CORE Component: Acute gastroenteritis (AGE) and acute respiratory illness (ARI) are the leading causes of death worldwide in children <5 years old beyond the neonatal period. The primary established leading viral etiologies of AGE are rotavirus and norovirus and respiratory syncytial virus (RSV) and influenza for ARI. Our understanding of AGE and ARI epidemiology is constantly changing due to seasonal fluctuations, discovery of new or re-emerging pathogens, and use of rotavirus and influenza vaccines. Hence, surveillance efforts are imperative to better understand AGE and ARI disease burden, causative pathogens, outcomes, and vaccine impact. Our team of Vanderbilt investigators is highly experienced in conducting prospective, population-based AGE and ARI surveillance with laboratory-confirmed enteric and respiratory viruses. For this project, we propose to conduct prospective AGE and ARI surveillance in Davidson County, TN, with the following specific aims for the core component: 1) To determine age-specific association rates of AGE with specific enteric viruses using active, population-based surveillance for laboratory-confirmed gastroenteritis viruses in children presenting to the emergency department and in hospitalized children. 2) To determine age-specific association rates of ARI with specific respiratory viruses using active, population-based surveillance for laboratory- confirmed respiratory viruses in children presenting to the emergency department and in inpatient hospitalized children. 3) To determine annual influenza vaccine efficacy (VE) in preventing hospitalizations of children <18 years of age due to laboratory-confirmed influenza using a test-negative study design. OPTIONAL Component: As part of the optional component of the grant, we plan to establish a birth cohort of 250 children; infants will be followed from birth through their second birthday, death, or lost to follow-up, whichever comes first. We will systemically collect specimens (e.g., respiratory, stool, and blood) to understand the natural history of AGE and ARI pathogens during early childhood and to understand immunological and epidemiological factors that can affect symptomatic and asymptomatic status.

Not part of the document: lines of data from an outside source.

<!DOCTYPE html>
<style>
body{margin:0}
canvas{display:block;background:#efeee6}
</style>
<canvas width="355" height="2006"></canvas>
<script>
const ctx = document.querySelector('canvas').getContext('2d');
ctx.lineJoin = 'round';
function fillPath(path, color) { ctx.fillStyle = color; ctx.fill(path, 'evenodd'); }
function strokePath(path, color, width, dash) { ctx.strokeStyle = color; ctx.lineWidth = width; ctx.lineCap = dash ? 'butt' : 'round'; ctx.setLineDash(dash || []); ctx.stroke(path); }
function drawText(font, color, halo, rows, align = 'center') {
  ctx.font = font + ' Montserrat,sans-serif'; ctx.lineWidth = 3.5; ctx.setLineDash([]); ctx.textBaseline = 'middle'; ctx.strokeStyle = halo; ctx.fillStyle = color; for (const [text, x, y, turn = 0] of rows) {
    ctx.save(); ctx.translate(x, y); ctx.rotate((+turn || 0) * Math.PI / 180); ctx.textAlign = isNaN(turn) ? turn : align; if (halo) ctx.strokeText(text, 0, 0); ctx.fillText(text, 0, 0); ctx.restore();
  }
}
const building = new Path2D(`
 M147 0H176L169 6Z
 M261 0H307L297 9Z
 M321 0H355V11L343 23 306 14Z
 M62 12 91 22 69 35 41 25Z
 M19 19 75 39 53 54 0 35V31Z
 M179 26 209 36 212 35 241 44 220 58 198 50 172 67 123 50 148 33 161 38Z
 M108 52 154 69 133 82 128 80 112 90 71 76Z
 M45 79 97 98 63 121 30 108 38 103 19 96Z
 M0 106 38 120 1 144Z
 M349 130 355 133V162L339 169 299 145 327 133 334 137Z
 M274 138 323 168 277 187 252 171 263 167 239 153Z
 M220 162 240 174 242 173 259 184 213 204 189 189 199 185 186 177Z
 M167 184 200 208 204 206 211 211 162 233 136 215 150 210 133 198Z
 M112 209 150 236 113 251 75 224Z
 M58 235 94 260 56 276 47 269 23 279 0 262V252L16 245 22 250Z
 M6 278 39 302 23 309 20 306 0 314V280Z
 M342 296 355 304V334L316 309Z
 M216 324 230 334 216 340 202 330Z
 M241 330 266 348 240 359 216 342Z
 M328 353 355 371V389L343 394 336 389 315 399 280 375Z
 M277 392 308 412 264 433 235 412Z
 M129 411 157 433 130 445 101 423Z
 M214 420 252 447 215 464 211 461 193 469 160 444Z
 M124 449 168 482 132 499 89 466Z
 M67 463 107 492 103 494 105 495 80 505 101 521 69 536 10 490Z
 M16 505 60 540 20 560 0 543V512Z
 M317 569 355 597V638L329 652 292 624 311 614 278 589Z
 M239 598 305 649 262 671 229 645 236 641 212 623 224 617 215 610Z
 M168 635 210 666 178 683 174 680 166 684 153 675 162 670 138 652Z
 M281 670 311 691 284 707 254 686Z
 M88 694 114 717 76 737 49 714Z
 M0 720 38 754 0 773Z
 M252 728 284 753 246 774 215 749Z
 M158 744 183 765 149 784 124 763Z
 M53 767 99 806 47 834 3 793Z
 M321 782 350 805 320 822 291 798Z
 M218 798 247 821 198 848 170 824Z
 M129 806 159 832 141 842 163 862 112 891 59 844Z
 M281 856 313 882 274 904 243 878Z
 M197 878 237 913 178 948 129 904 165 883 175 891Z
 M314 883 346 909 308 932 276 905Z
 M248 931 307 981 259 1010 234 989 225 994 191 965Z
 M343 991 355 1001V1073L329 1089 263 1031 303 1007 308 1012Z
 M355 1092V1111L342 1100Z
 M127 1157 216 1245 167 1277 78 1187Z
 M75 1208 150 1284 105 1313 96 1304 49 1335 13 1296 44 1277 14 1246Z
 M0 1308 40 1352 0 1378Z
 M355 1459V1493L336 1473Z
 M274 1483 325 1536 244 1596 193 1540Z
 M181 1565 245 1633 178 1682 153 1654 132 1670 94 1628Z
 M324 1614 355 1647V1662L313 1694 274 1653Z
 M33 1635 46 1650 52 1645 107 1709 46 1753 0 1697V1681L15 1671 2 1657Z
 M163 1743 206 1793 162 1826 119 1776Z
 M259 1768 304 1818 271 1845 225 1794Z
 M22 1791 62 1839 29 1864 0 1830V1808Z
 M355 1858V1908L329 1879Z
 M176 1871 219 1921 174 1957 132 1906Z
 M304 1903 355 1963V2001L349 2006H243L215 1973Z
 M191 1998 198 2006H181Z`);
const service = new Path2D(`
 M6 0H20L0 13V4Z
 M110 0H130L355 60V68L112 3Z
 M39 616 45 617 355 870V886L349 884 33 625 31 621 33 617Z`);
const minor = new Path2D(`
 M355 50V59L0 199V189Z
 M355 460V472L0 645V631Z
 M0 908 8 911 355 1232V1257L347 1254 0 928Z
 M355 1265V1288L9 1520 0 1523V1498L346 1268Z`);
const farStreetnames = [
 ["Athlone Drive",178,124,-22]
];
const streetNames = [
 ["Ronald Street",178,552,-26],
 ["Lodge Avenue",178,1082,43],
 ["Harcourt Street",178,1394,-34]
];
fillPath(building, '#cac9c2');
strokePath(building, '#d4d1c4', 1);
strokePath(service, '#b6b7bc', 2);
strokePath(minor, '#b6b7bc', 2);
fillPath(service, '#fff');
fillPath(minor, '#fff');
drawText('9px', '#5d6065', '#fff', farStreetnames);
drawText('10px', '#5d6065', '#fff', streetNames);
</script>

The specific aims for the optional component include:1) To establish a prospective birth cohort of children who reside Nashville/Davidson County, TN to study etiologic, sociodemographic, environmental, and immunologic factors associated with childhood ARI and AGE and the dynamics of household transmission of respiratory and gastrointestinal infections during the first two years of life. 2) To determine the natural history of respiratory infections and host immune responses related to symptomatic and asymptomatic periods in the birth cohort over two years. 3) To determine the natural history of gastrointestinal infections and host immune responses related to symptomatic and asymptomatic periods in the birth cohort over two years.
Continuing our established surveillance systems within the New Vaccine Surveillance Network of acute respiratory illness (ARI) and acute gastroenteritis (AGE) in pediatric patients at Monroe Carell Jr Children's Hospital at Vanderbilt, we will determine population-based rates of ARI due to common viral ARI etiologies (eg, RSV, influenza, metapneumovirus, rhinovirus, adenovirus, parainfluenza 1-4, enteroviruses) and AGE etiologies (eg, rotavirus, norovirus, sapovirus, astrovirus, adenovirus) among children residing in Davidson County, TN. We will further expand the research scope of this project by establishing a birth cohort of 250 children who will be followed through their second year of life to understand immunological and epidemiological factors that govern manifest and asymptomatic respiratory and gastrointestinal infections during very early life. Clinical information and specimens (eg, respiratory, stool, blood, urine, etc) will be systematically collected from study subjects and household members throughout the study period to determine pathogens, transmission, and other factors affecting the pathogenesis of childhood respiratory and gastrointestinal infections.